[INSTRUCTIONS FOR THE TASK]:
Pick out each line with the word "lineCap" from the material that follows.

[DATASET EXCERPTS]:
+++++

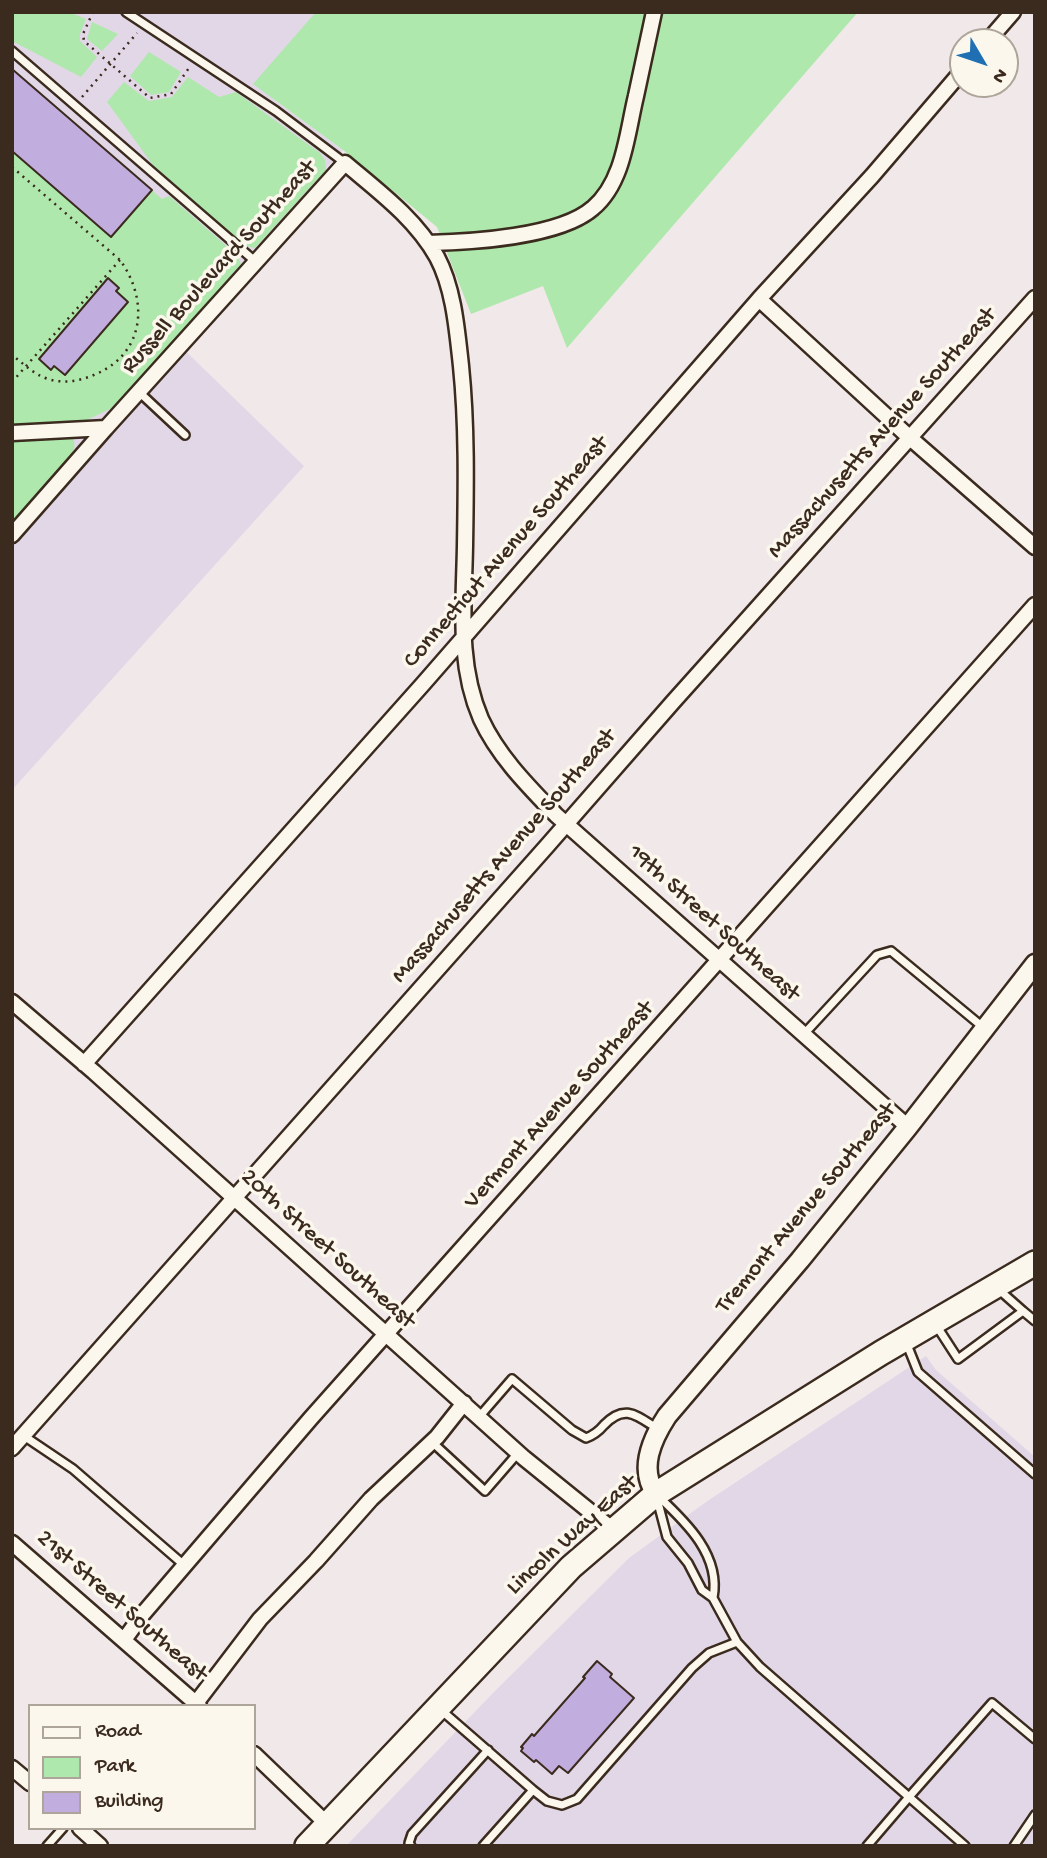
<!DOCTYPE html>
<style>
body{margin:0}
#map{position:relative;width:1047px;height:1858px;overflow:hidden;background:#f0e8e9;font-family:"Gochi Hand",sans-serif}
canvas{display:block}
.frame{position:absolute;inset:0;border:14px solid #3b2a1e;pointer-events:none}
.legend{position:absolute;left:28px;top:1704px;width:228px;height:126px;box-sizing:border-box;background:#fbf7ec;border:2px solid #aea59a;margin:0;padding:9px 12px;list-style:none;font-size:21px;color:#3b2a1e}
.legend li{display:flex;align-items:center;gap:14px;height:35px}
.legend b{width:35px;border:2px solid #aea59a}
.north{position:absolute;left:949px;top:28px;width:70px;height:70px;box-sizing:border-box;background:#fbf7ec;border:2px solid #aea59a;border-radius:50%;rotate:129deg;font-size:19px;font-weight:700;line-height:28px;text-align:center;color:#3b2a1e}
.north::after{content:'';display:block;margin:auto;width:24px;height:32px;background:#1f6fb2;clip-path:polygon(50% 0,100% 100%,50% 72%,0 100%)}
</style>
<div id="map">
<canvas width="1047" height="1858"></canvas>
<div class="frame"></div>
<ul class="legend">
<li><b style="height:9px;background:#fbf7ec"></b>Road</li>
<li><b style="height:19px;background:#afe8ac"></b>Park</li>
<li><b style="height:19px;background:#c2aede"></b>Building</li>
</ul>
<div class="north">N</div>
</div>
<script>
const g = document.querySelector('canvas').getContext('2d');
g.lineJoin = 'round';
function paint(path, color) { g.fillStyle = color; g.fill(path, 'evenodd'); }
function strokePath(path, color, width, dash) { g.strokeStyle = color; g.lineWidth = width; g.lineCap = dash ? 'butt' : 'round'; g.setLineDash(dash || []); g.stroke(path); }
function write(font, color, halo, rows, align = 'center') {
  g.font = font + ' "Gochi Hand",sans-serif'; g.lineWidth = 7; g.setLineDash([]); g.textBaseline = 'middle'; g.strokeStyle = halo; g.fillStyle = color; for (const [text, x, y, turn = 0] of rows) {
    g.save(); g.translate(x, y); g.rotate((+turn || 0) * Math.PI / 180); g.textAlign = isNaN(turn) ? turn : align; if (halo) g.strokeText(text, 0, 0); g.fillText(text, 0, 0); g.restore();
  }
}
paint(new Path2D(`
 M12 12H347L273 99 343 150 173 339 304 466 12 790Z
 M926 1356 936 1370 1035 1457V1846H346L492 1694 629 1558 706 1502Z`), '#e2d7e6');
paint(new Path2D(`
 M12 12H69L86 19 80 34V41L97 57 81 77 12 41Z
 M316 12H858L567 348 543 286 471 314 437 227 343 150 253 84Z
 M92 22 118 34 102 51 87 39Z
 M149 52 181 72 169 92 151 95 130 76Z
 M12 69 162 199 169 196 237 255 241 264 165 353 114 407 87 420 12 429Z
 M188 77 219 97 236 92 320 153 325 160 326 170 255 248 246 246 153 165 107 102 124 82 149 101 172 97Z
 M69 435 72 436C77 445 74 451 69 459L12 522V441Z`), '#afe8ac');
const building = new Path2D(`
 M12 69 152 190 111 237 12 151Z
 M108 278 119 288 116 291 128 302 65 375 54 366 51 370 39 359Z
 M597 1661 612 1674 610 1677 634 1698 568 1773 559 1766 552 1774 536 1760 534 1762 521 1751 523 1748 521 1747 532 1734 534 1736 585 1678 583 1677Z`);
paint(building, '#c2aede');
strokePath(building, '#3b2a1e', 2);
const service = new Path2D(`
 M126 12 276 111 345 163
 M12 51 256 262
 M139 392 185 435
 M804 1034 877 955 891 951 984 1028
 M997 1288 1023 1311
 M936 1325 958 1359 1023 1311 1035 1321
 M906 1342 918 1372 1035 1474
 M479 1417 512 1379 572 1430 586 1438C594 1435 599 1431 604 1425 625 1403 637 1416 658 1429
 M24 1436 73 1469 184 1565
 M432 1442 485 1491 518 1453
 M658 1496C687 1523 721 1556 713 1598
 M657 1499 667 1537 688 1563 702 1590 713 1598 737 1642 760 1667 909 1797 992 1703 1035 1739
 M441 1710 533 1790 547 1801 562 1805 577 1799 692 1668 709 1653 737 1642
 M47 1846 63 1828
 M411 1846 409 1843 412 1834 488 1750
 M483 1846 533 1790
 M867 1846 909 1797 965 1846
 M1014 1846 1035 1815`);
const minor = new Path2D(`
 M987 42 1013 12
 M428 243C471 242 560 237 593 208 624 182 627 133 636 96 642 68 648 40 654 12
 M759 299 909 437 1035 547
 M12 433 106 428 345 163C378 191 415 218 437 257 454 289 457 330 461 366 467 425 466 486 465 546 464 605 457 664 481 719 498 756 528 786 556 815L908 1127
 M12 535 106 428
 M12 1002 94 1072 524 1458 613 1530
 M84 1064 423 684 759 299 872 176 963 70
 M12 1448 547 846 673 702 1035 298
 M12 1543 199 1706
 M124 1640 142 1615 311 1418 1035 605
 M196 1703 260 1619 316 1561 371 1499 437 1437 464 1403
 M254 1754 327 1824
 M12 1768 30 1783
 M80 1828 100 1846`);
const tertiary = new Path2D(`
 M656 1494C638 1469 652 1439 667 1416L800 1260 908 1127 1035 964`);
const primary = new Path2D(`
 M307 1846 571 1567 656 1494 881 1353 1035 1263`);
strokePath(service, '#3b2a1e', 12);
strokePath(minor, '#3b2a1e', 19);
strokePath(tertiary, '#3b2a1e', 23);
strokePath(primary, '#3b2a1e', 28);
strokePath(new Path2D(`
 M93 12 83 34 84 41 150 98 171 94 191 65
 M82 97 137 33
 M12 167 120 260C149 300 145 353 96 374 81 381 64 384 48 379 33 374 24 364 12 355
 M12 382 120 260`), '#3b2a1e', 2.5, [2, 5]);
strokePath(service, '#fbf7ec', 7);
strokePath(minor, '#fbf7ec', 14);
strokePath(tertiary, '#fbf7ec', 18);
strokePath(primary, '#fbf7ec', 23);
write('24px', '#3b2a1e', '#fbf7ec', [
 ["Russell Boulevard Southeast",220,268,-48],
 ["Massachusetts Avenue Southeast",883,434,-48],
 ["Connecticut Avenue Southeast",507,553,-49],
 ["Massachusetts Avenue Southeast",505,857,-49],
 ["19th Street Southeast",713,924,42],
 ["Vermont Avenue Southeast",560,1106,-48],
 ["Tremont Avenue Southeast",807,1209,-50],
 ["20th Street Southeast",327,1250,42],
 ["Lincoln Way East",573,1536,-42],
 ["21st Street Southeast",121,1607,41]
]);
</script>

+++++

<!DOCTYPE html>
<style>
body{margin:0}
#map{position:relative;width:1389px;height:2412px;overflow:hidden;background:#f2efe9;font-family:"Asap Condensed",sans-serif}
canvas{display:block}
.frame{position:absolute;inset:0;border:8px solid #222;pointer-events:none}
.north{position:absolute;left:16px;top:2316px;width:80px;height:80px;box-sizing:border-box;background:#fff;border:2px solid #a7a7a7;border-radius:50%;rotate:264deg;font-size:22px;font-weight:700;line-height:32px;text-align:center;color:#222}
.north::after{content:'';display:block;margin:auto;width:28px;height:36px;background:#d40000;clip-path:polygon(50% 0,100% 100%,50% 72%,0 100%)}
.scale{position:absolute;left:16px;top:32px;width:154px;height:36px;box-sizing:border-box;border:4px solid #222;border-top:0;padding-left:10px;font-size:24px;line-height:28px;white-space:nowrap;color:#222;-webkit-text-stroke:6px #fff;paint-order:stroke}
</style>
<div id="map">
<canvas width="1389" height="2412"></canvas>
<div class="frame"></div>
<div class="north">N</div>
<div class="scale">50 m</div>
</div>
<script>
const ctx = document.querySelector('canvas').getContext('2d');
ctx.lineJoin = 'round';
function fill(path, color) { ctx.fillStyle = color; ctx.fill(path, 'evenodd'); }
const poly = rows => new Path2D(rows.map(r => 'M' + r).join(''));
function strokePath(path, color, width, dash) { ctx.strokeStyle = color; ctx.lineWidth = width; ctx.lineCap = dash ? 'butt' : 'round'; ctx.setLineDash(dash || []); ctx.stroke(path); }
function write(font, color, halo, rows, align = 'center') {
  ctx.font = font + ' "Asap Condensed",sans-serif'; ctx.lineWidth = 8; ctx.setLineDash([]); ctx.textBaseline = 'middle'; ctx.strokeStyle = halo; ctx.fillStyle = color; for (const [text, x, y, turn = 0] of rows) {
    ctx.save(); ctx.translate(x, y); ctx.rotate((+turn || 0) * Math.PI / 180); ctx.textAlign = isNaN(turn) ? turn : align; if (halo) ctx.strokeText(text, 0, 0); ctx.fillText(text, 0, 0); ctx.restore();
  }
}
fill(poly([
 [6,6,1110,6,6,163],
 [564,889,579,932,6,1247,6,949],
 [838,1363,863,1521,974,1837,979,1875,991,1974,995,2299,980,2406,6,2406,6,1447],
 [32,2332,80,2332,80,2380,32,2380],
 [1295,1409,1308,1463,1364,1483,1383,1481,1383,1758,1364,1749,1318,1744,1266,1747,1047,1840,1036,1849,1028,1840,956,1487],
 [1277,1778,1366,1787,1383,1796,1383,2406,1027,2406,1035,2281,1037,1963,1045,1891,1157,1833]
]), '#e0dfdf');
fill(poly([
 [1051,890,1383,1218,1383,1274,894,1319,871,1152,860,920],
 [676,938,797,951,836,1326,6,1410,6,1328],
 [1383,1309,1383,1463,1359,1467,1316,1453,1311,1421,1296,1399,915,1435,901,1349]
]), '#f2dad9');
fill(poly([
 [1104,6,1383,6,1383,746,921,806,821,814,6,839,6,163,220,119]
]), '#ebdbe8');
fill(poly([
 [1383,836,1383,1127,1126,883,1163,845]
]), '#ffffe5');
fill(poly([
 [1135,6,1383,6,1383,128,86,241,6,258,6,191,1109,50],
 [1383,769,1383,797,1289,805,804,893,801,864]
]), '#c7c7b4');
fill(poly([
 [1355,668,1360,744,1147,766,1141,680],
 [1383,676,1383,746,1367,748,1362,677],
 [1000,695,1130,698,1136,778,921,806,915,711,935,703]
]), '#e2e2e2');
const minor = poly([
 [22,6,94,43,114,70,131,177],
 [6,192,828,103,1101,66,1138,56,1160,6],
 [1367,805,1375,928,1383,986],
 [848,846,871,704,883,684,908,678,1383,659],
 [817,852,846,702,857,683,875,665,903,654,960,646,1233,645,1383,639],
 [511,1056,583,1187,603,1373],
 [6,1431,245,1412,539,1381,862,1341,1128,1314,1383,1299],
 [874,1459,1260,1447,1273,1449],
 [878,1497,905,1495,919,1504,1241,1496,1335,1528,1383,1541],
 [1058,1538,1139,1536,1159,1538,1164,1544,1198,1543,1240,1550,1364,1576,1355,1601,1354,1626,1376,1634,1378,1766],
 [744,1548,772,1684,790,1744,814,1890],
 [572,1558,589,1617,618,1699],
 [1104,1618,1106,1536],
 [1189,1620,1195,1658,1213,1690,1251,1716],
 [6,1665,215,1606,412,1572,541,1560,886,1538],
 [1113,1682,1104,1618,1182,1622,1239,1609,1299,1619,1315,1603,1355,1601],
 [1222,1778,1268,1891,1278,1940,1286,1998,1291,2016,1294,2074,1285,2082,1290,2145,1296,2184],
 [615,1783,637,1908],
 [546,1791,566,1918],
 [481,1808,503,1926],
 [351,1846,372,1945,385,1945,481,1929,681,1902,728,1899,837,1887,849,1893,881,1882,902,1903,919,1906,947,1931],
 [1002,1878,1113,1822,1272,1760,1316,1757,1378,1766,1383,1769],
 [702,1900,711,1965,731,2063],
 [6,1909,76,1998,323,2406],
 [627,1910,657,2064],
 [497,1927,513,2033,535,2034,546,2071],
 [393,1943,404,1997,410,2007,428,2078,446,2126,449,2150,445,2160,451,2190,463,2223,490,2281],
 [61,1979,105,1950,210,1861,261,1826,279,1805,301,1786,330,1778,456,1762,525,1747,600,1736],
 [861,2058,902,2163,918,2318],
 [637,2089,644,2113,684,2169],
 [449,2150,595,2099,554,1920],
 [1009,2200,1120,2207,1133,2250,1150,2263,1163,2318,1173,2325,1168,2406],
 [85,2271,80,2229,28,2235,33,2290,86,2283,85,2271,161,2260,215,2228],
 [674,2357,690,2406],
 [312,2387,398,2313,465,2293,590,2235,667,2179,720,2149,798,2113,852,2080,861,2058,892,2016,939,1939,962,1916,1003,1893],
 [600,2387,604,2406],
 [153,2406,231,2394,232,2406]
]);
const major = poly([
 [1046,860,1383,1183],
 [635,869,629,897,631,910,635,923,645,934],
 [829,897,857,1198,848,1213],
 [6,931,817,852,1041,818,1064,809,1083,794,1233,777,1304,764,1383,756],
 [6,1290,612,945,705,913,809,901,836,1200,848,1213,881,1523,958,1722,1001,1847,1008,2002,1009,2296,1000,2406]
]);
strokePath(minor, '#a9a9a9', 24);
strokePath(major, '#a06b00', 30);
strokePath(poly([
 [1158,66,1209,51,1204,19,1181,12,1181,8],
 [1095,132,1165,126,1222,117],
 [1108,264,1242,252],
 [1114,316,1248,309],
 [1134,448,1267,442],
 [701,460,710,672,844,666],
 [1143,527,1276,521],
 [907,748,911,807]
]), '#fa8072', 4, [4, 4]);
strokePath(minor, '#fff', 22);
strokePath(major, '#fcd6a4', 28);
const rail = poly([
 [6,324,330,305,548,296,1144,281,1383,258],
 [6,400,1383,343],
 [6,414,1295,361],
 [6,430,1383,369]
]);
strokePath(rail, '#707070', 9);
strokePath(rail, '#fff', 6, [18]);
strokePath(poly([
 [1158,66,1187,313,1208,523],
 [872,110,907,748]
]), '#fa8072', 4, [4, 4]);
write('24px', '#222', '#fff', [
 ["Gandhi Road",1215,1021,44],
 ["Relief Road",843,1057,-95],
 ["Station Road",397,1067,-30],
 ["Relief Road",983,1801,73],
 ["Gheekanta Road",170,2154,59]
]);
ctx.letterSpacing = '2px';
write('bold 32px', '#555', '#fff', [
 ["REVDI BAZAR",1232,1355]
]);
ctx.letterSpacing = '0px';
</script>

+++++

[WRITTEN RESPONSE]:
function strokePath(path, color, width, dash) { g.strokeStyle = color; g.lineWidth = width; g.lineCap = dash ? 'butt' : 'round'; g.setLineDash(dash || []); g.stroke(path); }
function strokePath(path, color, width, dash) { ctx.strokeStyle = color; ctx.lineWidth = width; ctx.lineCap = dash ? 'butt' : 'round'; ctx.setLineDash(dash || []); ctx.stroke(path); }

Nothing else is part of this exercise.